| WHAT YOU ARE ASKED TO DO |
Check each line of the material below for the word "radius". Say how many lines have it, and nothing else.

| THE DATA |
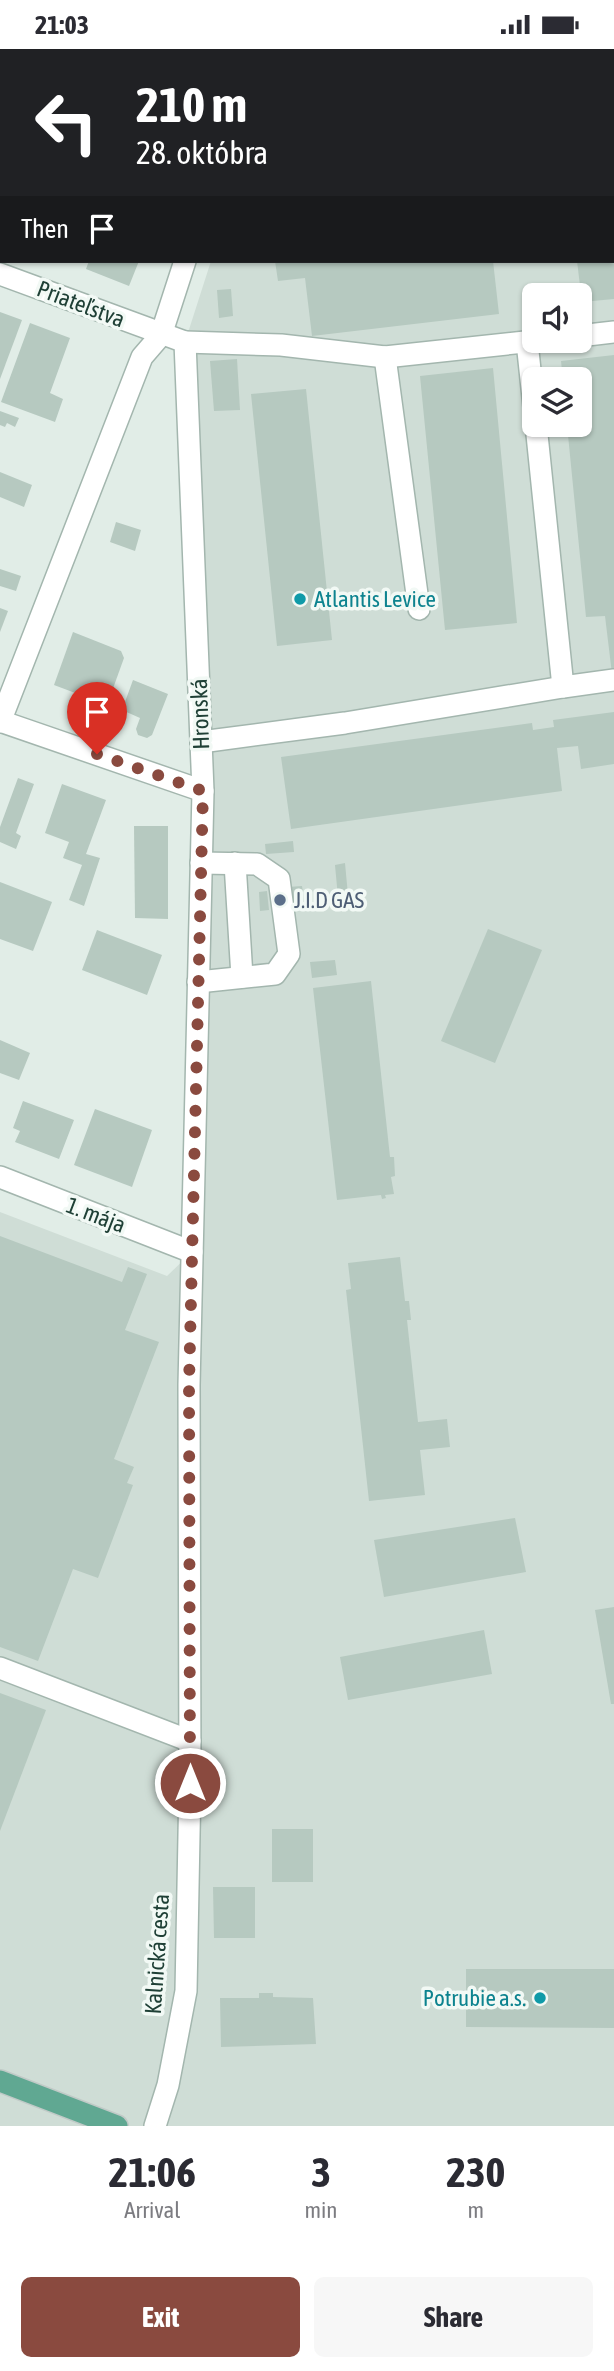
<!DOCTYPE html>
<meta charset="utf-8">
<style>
:root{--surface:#fff;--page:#f7f7f7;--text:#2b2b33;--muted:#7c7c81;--accent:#8a4a3f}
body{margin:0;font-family:"Asap Condensed",sans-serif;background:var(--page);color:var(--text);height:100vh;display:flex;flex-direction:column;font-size:26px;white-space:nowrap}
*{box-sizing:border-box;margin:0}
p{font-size:23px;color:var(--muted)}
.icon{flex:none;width:38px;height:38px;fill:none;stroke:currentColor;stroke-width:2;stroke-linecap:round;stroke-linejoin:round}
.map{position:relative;height:2077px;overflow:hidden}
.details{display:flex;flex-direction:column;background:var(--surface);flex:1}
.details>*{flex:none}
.banner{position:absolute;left:0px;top:0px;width:614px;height:214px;box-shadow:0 2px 5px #0004;background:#202124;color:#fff;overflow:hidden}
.buttons{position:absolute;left:522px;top:234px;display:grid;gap:14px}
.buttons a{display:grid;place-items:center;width:70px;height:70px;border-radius:10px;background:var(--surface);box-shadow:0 2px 5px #0004;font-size:35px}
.pin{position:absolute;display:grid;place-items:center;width:60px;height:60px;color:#fff;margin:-72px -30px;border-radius:50% 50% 50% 0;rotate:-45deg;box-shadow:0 0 7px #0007}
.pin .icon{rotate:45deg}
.me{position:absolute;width:77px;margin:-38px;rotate:0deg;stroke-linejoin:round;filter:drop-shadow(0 0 5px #0008)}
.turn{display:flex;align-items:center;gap:24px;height:147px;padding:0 21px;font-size:32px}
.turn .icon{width:91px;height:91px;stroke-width:2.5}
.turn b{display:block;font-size:49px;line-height:60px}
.then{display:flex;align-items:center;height:66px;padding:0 21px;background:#0003;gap:14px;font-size:26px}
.eta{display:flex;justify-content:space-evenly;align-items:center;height:119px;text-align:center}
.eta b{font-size:42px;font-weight:700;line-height:49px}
.primary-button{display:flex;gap:14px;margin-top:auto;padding:14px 21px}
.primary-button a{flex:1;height:80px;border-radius:10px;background:var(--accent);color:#fff;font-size:28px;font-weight:700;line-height:80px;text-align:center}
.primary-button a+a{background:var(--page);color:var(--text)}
.status{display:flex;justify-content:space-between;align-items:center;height:49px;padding:0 35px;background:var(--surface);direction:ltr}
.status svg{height:19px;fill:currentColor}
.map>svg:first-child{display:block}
.built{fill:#cfddd6;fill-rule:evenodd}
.building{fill:#b6c9c0}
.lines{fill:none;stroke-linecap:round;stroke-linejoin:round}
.minor-casing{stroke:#a3b6ae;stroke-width:24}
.major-casing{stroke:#c0cac7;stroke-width:24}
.minor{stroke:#fff;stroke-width:21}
.major{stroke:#60a892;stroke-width:21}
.route{stroke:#8a4a3f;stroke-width:12;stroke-dasharray:0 21.6}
.culture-dot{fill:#0f9aa8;stroke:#f2f9f5;stroke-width:2.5}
.service-dot{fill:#5c6f8a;stroke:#f2f9f5;stroke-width:2.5}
.labels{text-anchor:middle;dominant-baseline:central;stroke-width:7;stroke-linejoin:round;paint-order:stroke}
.street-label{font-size:23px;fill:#1f4036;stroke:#f2f9f5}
.culture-label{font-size:23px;fill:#0d838f;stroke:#f2f9f5;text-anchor:start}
.service-label{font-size:23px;fill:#4e5e75;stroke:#f2f9f5;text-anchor:start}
</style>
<div class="status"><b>21:03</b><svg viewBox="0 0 49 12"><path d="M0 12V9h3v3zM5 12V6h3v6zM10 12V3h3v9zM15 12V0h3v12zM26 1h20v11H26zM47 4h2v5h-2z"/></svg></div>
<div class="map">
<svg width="614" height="2077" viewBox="0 0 614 2077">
<rect width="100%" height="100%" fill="#e1ede7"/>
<path class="built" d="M280,0h334v2077h-614v-914l167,64 25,-24 11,-461 -18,-449 26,-81h401v-210h-333zM534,247h45v45h-45zM534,331h45v45h-45z"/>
<g class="building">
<polygon points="89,212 139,212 129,237 86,220"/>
<polygon points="275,212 493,212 499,265 312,287 305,229 278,232"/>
<polygon points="577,212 614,212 614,250 582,253"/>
<polygon points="231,240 233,267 219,269 217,241"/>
<polygon points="0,263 22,271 0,330"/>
<polygon points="30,274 70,289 50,344 63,350 55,373 1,353"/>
<polygon points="614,306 614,625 612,625 605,567 586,568 567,376 579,376 579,331 563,331 561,312"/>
<polygon points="237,310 240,361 214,362 210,312"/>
<polygon points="493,319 517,574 445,581 420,327"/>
<polygon points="306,340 332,591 277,597 251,345"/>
<polygon points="0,362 19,369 15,378 7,374 5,378 0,376"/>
<polygon points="0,423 32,436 24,458 0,448"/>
<polygon points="116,473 141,481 135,502 110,493"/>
<polygon points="0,520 21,527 16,542 0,537"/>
<polygon points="0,559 8,562 0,583"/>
<polygon points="73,583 121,602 124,609 107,656 54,636"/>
<polygon points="133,631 168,645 152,686 147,689 138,686 136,680 140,669 122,661"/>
<polygon points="614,663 614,715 581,720 578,697 557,699 562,742 291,780 281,708 532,674 533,681 554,678 553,671"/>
<polygon points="18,729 34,735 16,784 21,787 16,800 0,793 0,778"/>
<polygon points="62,735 106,751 86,805 100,809 84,857 69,851 82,816 63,809 69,793 45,784"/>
<polygon points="134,777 168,777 168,870 135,869"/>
<polygon points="293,792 294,803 266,805 265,795"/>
<polygon points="345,814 349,857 339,859 335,816"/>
<polygon points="0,833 52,853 33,902 0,890"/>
<polygon points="302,837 305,858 290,861 288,838"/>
<polygon points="267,842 269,861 260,862 259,843"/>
<polygon points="488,880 542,901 495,1014 441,992"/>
<polygon points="97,881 162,906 147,946 82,921"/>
<polygon points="335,911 337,926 312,929 310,913"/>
<polygon points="371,932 390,1108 394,1108 395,1127 391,1128 394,1145 385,1146 386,1149 382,1150 381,1146 337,1151 313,939"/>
<polygon points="0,991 30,1004 19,1031 0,1024"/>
<polygon points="23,1052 74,1071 59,1110 15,1093 20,1082 13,1079"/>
<polygon points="95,1060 152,1081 132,1138 74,1116"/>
<polygon points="0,1187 122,1233 128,1218 147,1225 125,1281 159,1293 114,1410 134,1418 127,1434 133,1436 98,1529 73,1520 38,1612 0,1598"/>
<polygon points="400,1208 405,1252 409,1252 411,1271 407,1271 418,1373 447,1370 450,1398 420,1401 425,1446 369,1452 346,1241 351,1240 348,1214"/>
<polygon points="515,1469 526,1523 384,1548 374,1491"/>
<polygon points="614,1558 614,1655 611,1655 595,1561"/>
<polygon points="484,1581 492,1625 348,1651 340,1608"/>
<polygon points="0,1644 46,1661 0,1782"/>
<rect x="272" y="1780" width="41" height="53"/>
<polygon points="213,1838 255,1838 255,1889 214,1889"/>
<polygon points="466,1920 614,1920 614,1979 466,1978"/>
<polygon points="259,1944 273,1944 273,1948 313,1949 316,1995 221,1998 220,1949 259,1949"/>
</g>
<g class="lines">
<g class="minor-casing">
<g id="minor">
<polyline points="252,2 252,0"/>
<polyline points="0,225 185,293 203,742 189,1336 190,1734 186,1942 168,2036 155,2077"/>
<polyline points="579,287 614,283"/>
<polyline points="185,293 281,296 385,308 534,292"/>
<polyline points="527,293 534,358"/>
<polyline points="385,308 419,560"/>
<polyline points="536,376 563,638"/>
<polyline points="0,672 203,742"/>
<polyline points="0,673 142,308 161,286 185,212"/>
<polyline points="201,693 345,674 563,638 614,631"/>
<polyline points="235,814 242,928"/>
<polyline points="198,933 275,925 289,905 279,830 257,815 201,814"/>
<polyline points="0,1128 192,1203"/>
<polyline points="0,1619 190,1692"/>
</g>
</g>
<g class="major-casing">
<polyline id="major" points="0,2032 117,2077"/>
</g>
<use href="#minor" class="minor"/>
<use href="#major" class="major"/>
</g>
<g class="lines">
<polyline class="route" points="97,705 203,742 189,1336 190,1734"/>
</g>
<g class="culture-dot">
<circle cx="300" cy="550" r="7"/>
<circle cx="540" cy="1949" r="7"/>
</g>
<circle class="service-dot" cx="280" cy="851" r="7"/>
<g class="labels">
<g class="street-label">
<text transform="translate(81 255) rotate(21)">Priateľstva</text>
<text transform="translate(200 665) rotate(-92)">Hronská</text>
<text transform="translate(96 1166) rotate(21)">1. mája</text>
<text transform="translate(157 1905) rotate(-86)">Kalnická cesta</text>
</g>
<g class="culture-label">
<text x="314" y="550">Atlantis Levice</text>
<text x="526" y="1949" text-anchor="end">Potrubie a.s.</text>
</g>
<g class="service-label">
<text x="294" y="851">J.I.D GAS</text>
</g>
</g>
</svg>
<div class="buttons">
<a><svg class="icon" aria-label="sound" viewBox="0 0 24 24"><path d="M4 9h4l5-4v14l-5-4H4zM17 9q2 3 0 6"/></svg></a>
<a><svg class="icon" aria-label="layers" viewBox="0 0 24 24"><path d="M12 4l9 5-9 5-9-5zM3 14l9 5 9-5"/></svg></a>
</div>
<div class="pin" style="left:97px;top:705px;background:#d93025"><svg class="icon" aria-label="arrive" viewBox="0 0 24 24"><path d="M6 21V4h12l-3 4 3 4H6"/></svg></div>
<svg class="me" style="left:190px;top:1734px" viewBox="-20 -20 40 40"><circle r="17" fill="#8a4a3f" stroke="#fff" stroke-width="3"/><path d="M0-11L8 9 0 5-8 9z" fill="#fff"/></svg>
<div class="banner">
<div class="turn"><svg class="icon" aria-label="left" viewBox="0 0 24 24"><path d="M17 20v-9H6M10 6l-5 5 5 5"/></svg><div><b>210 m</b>28. októbra</div></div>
<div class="then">Then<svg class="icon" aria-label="arrive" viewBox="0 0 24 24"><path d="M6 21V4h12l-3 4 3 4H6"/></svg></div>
</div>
</div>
<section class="details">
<div class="eta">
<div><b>21:06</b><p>Arrival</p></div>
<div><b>3</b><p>min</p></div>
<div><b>230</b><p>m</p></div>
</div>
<div class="primary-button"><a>Exit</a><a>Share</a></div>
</section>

| SOLUTION FOR THIS PROBLEM |
3